Original article: IOSG Weekly Brief | ZKVM’s Way to Survive, a Detailed Explanation of Factional Struggles #159
By Bryan, IOSG Ventures
Table of contents
Circuit Implementation of ZKP Proof System - Circuit-based VS VM-based
Design principles of ZKVM
Comparison between STARK-based VMs
Why Risc0 is exciting
In the past 2022, the main focus of discussion about rollup seems to be on ZkEVM, but don’t forget that ZkVM is also another means of expansion. Although ZkEVM is not the focus of this article, it is worth recalling the differences between ZkVM and ZkEVM in several dimensions:
Compatibility: Although both are expansion, the focus is different.

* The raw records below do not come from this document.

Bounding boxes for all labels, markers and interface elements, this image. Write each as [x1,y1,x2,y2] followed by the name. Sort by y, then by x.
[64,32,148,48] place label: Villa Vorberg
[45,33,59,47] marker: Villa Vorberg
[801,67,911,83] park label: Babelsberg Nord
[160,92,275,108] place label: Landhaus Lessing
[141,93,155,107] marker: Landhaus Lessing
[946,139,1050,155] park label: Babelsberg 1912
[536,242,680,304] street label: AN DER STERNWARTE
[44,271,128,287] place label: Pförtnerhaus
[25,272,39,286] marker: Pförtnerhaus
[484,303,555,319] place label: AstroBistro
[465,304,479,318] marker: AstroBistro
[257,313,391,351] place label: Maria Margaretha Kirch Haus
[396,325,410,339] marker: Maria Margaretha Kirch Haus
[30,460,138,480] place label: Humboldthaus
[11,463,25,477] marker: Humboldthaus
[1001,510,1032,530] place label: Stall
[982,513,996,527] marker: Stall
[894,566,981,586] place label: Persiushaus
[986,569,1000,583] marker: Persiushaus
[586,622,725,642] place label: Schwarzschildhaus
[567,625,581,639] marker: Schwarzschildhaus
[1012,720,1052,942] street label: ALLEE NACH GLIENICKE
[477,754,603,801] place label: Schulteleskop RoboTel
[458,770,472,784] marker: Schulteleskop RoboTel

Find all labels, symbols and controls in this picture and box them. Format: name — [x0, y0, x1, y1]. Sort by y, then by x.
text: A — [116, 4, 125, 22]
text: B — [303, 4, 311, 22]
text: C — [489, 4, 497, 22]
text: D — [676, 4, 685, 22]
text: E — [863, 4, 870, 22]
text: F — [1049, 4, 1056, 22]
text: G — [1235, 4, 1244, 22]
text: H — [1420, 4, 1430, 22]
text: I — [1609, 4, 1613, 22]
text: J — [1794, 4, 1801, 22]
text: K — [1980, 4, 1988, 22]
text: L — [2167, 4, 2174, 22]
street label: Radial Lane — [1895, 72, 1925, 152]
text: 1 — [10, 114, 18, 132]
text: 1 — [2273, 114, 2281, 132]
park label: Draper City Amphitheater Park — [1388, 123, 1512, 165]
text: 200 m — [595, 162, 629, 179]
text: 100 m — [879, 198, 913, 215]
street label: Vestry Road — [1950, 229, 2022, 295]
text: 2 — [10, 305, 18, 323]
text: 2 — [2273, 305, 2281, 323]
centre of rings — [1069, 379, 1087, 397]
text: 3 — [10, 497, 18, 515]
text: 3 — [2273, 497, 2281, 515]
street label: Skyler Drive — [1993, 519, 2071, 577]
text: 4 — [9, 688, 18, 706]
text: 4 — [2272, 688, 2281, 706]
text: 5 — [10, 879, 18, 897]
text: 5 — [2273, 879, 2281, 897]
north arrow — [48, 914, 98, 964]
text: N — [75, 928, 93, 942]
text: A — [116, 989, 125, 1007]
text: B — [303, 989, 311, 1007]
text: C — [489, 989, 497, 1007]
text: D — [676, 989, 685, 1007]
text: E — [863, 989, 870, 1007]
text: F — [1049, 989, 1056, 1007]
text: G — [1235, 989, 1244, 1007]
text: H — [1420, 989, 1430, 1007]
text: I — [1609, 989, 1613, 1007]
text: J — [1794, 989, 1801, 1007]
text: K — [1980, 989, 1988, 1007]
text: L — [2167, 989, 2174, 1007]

ZkEVM focuses on directly achieving compatibility with the existing EVM, while ZkVM is positioned to achieve complete expansion, that is, to optimize the logic and performance of dapps. Compatibility is not the primary priority. Once the bottom layer is set up, EVM compatibility can also be achieved. Performance: Both have relatively foreseeable performance bottlenecks. The main bottleneck of ZkEVM is the extra cost generated when it is compatible with EVM, which is not suitable for encapsulation in the ZK proof system. The bottleneck of ZkVM is that the introduction of the instruction set ISA makes the constraints of the final output more complex. Developer experience: Type II ZkEVM (such as Scroll, Taiko) focuses on compatibility with EVM Bytecode. In other words, EVM codes at the Bytecode level and above can generate corresponding zero-knowledge proofs through ZkEVM. For ZkVM, there are two directions. One direction is to make its own DSL (such as Cairo), and the other is to target compatibility with existing more mature languages such as C++/Rust (such as Risc0). In the future, we expect that native solidity Ethereum developers will be able to migrate to ZkEVM at no cost, and newer and more powerful applications will run on ZkVM. Many people should still remember this picture. The fundamental reason why CairoVM is not involved in the ZkEVM factional struggle is the difference in design ideas.

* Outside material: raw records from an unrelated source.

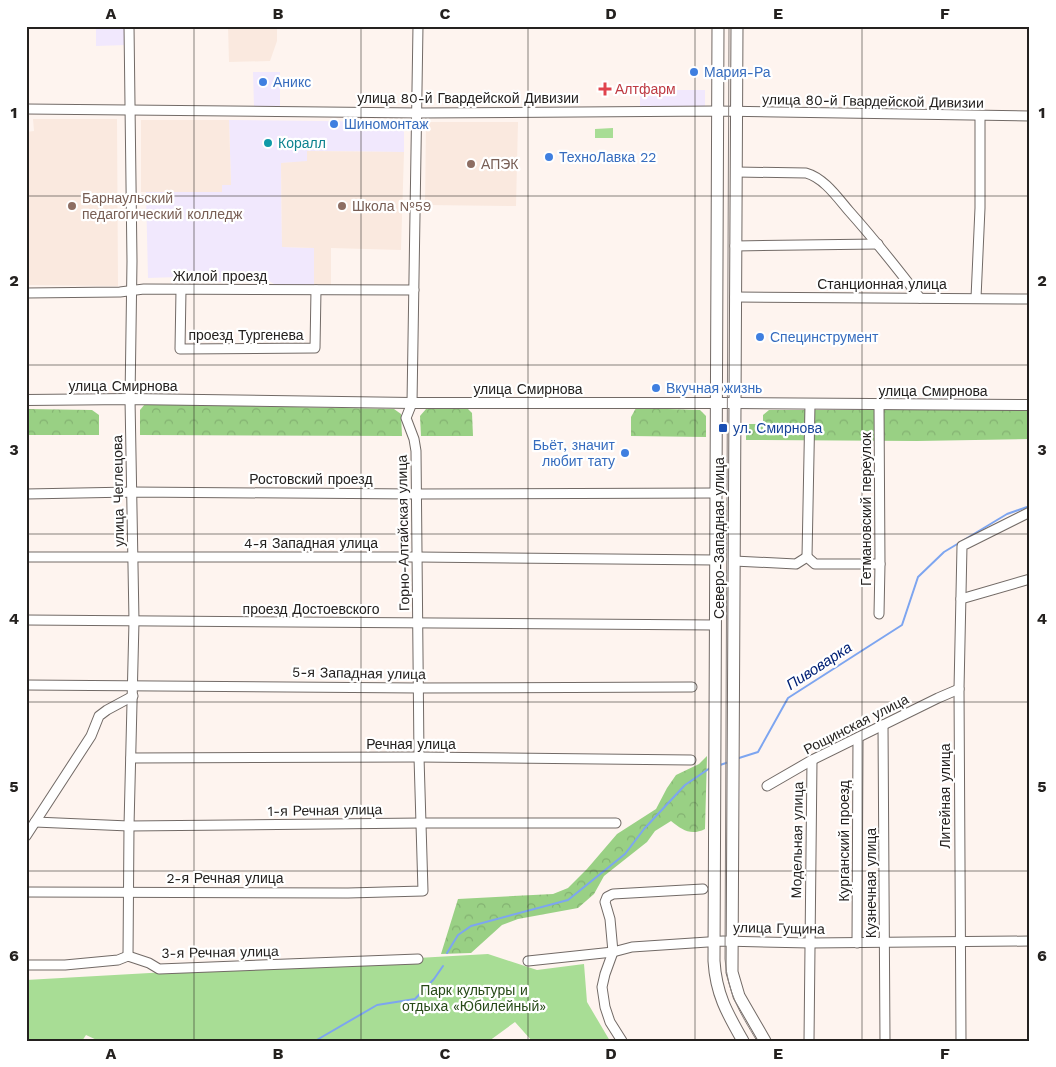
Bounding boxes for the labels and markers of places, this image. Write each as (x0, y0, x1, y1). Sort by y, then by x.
place label: Мария-Ра (704, 64, 771, 80)
marker: Мария-Ра (688, 66, 700, 78)
place label: Аникс (273, 74, 311, 90)
marker: Аникс (257, 76, 269, 88)
place label: Алтфарм (615, 81, 676, 97)
marker: Алтфарм (599, 83, 611, 95)
place label: Шиномонтаж (344, 116, 429, 132)
marker: Шиномонтаж (328, 118, 340, 130)
place label: Коралл (278, 135, 326, 151)
marker: Коралл (262, 137, 274, 149)
place label: ТехноЛавка 22 (559, 149, 657, 165)
marker: ТехноЛавка 22 (543, 151, 555, 163)
place label: АПЭК (481, 156, 519, 172)
marker: АПЭК (465, 158, 477, 170)
place label: Барнаульский педагогический колледж (82, 190, 243, 222)
place label: Школа №59 (352, 198, 431, 214)
marker: Барнаульский педагогический колледж (66, 200, 78, 212)
marker: Школа №59 (336, 200, 348, 212)
place label: Специнструмент (770, 329, 879, 345)
marker: Специнструмент (754, 331, 766, 343)
place label: Вкучная жизнь (666, 380, 762, 396)
marker: Вкучная жизнь (650, 382, 662, 394)
place label: ул. Смирнова (733, 420, 822, 436)
marker: ул. Смирнова (717, 422, 729, 434)
place label: Бьёт, значит любит тату (533, 437, 616, 469)
marker: Бьёт, значит любит тату (619, 447, 631, 459)

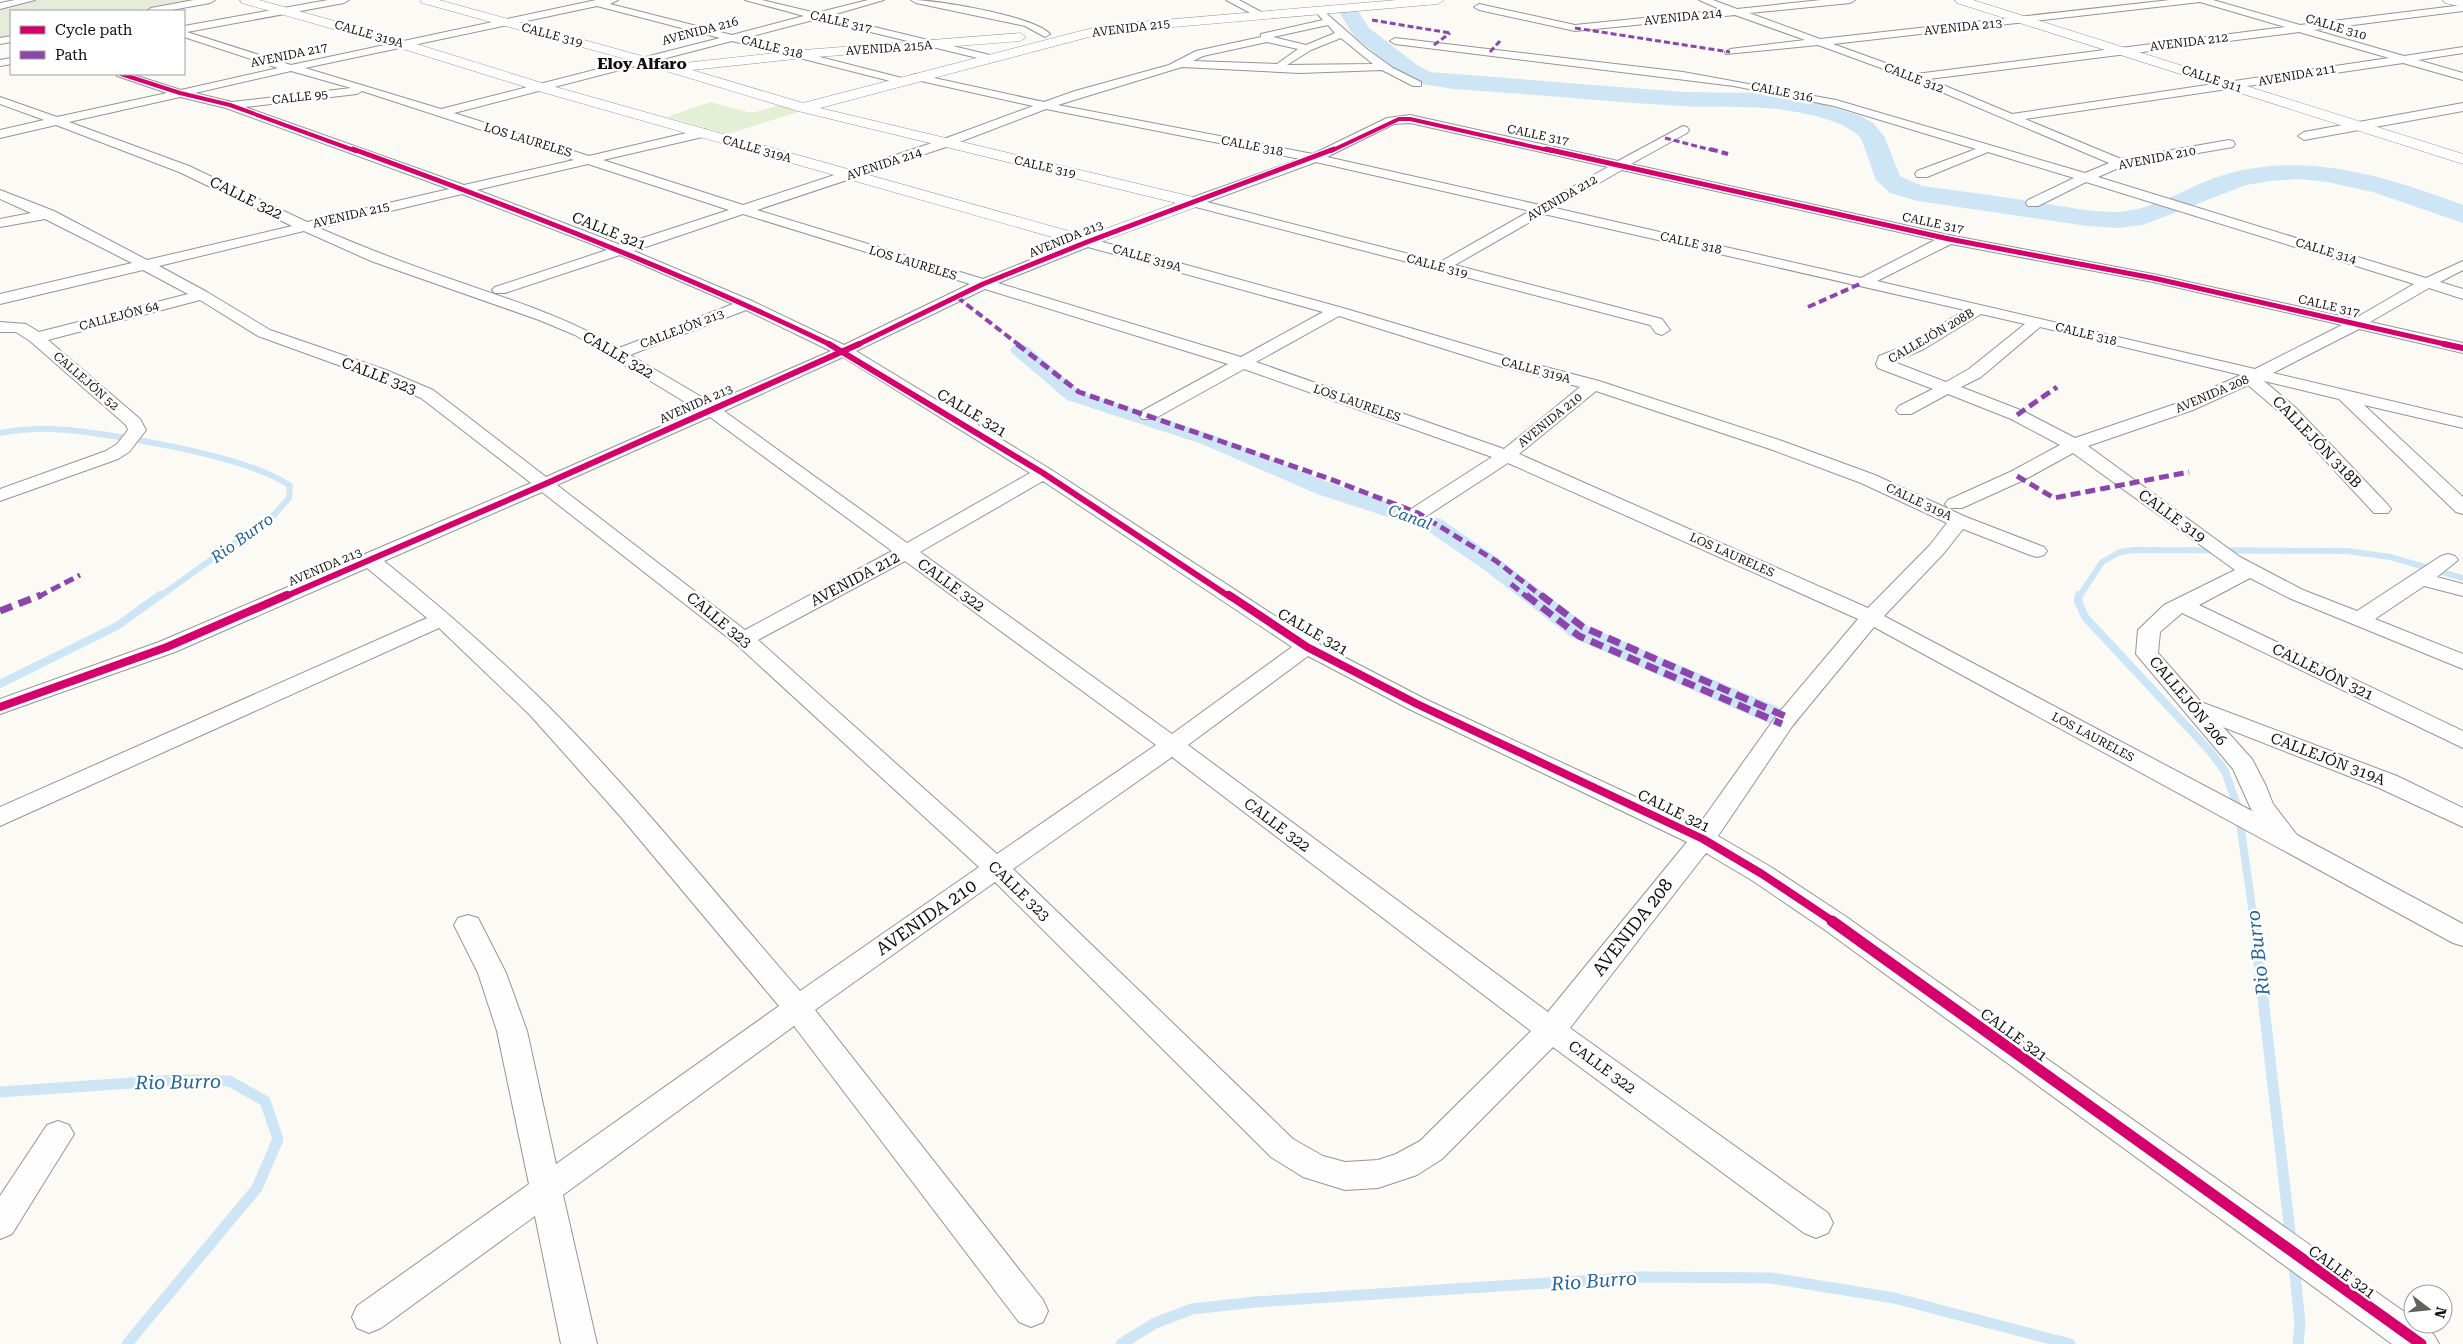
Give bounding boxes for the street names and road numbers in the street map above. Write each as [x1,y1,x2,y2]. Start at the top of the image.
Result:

Before discussing ZkVM, let’s first think about how to implement the ZK proof system in the blockchain. Generally speaking, there are two ways to implement circuits - circuit based systems and virtual machine-based systems.

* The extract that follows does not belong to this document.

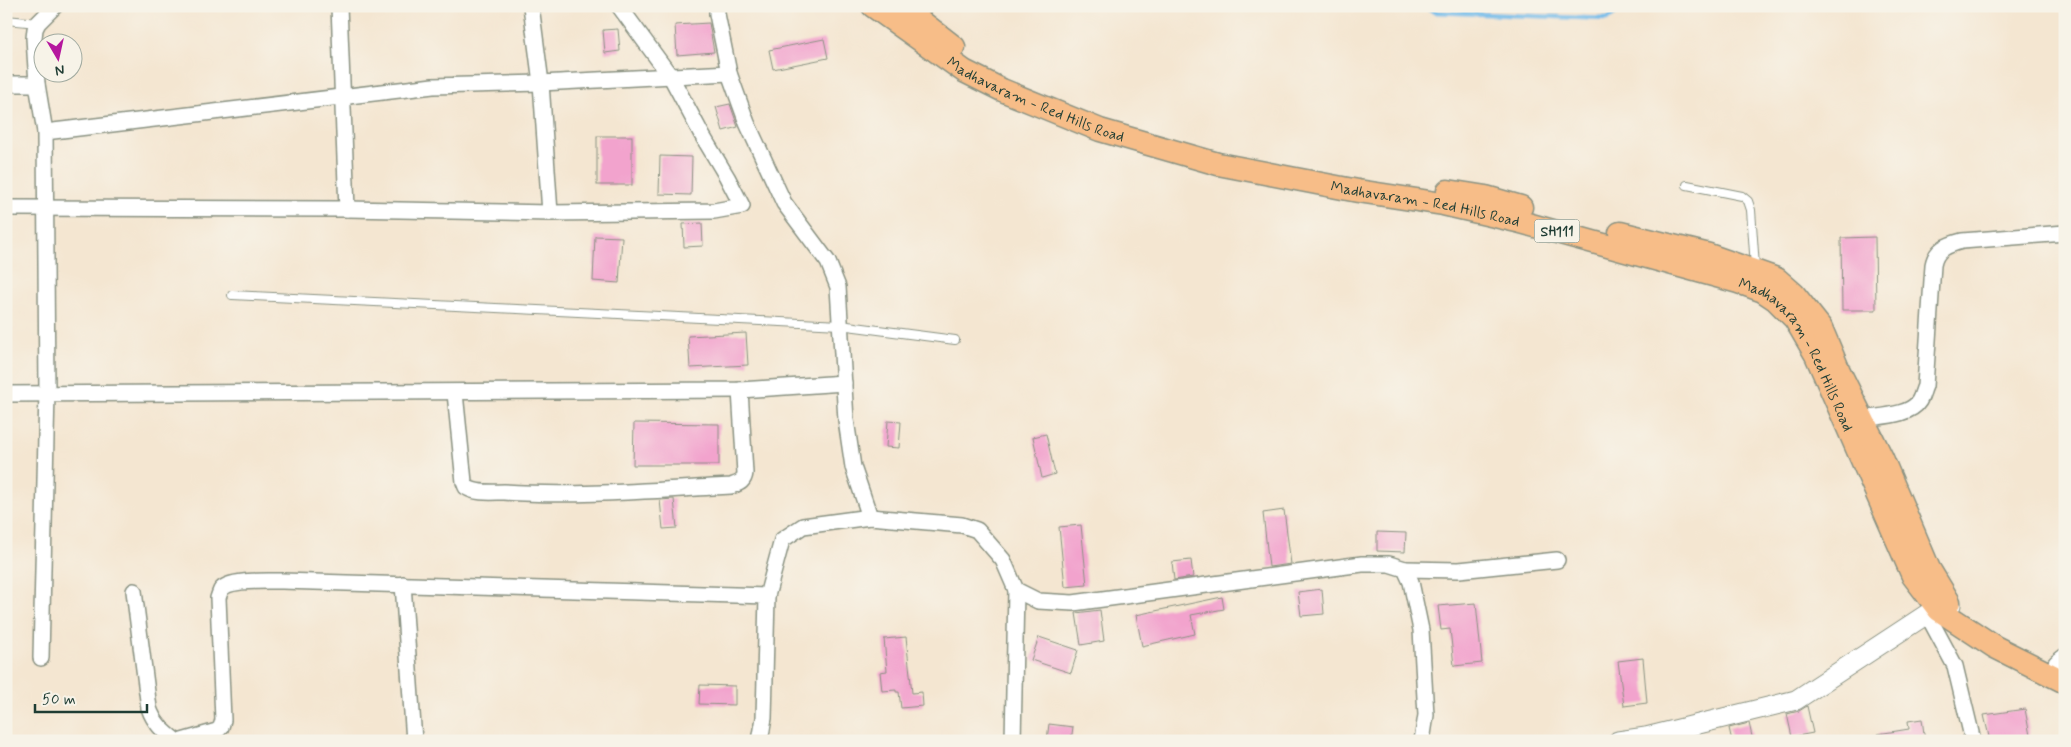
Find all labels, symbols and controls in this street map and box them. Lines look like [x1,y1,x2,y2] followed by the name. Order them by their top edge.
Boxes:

First, the function of the circuit-based system is to directly convert the program into constraints and feed them into the proving system; the virtual machine-based system executes the program through the instruction set (ISA), generating an execution trace in the process. This execution trace will then be mapped into constraints and then fed into the proving system.
For a circuit-based system, the computation of the program is constrained by each machine that executes the program. For a virtual machine-based system, the ISA is embedded in the circuit generator and generates the constraints of the program. The circuit generator has restrictions on instruction set, operating cycle, memory, etc. The virtual machine provides universality, that is, any machine can run a program as long as the operating conditions of the program are within the above restrictions.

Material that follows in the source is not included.